Communication

Concrete Advice for Writing Informative Abstracts Communication
This piece by Patrick J. Dunleavy originally appeared on his “Writing for Research” blog as “Writing informative abstracts for journal articles”. It is reposted with permission. Patrick tweets @Write4Research.

Concrete Advice for Writing Informative Abstracts

May 5, 2014 2313

Abstract buttonReading the abstracts for academic journal abstracts can be as frustrating as trying to work out what their titles mean. In the same way that many PhDers and academics carefully choose useless titles for their papers or chapters, so it is common to find that journal article abstracts actually say little about what the researcher has discovered.

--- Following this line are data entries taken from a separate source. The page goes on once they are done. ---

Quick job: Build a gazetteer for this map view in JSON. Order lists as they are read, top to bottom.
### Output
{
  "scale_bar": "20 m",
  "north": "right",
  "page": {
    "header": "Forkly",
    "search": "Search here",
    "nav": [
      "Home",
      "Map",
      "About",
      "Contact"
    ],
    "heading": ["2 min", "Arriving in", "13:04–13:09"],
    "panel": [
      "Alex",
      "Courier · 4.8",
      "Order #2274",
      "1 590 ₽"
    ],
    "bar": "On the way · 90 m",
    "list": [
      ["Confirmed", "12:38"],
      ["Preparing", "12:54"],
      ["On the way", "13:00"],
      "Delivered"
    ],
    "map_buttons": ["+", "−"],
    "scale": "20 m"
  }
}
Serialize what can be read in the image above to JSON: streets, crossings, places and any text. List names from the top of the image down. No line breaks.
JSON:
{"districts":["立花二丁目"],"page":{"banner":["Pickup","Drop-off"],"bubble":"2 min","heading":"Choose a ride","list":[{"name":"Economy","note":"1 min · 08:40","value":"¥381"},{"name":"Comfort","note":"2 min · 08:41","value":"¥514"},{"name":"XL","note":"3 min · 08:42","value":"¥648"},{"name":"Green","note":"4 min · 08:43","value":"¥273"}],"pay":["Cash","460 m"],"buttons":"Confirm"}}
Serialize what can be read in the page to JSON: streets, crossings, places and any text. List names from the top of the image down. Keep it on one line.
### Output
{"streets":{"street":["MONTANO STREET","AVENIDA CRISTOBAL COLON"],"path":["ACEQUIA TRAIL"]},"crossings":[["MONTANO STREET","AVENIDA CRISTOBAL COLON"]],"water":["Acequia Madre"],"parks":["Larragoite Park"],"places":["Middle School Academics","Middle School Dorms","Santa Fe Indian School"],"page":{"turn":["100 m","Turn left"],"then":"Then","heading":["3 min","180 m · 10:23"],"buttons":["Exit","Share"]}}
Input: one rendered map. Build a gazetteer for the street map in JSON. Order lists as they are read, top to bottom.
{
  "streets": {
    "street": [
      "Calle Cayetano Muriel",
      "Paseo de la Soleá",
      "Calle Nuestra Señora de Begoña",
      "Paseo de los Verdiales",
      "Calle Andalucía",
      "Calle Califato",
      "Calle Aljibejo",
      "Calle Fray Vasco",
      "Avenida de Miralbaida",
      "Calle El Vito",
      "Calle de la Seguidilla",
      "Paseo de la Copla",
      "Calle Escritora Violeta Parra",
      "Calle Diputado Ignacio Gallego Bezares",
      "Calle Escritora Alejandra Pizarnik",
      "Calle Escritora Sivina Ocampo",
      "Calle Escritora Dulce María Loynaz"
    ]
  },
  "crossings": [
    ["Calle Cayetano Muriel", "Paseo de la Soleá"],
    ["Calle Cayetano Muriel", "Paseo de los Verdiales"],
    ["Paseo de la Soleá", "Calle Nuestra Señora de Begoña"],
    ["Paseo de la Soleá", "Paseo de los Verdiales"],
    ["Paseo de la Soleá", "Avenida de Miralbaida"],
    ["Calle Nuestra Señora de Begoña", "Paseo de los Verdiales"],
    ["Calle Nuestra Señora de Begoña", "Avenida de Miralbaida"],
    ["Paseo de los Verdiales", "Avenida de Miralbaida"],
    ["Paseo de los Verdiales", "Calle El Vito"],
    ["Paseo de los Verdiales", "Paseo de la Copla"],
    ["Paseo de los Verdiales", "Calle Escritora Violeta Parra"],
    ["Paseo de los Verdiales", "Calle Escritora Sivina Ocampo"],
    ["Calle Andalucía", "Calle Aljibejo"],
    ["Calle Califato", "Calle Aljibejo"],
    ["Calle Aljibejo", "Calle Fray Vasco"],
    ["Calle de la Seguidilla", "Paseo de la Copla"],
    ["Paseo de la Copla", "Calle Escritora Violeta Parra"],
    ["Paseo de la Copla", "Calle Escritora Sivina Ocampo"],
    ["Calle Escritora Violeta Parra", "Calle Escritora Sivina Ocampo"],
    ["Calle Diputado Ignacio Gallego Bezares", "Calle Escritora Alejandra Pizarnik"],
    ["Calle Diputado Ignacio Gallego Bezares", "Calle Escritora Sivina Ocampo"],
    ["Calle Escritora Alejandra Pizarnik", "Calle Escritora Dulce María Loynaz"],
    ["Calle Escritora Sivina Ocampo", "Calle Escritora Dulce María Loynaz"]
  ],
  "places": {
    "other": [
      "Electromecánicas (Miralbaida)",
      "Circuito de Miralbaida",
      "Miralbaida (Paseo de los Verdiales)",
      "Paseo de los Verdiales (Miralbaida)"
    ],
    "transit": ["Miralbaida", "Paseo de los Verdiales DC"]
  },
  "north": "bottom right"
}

They will often contain a description of an earlier literature or research, perhaps indicating previous difficulties or approaches in the sub-field. Most abstracts also say something about what methods the authors have used here. They normally suggest (sometimes in an oblique fashion) what research question an article tackles. Often readers are told in an obscure way that the approach used here differs in some respect from previous work, or that the authors have tried to conceptualize an issue or measure some phenomenon differently. To wrap up, the most ambitious authors will sometimes make some form of credit claim about how their analysis has achieved something, or added value in a tricky area.

Words here

This piece by Patrick J. Dunleavy originally appeared on his “Writing for Research” blog as “Writing informative abstracts for journal articles”. It is reposted with permission. Patrick tweets @Write4Research.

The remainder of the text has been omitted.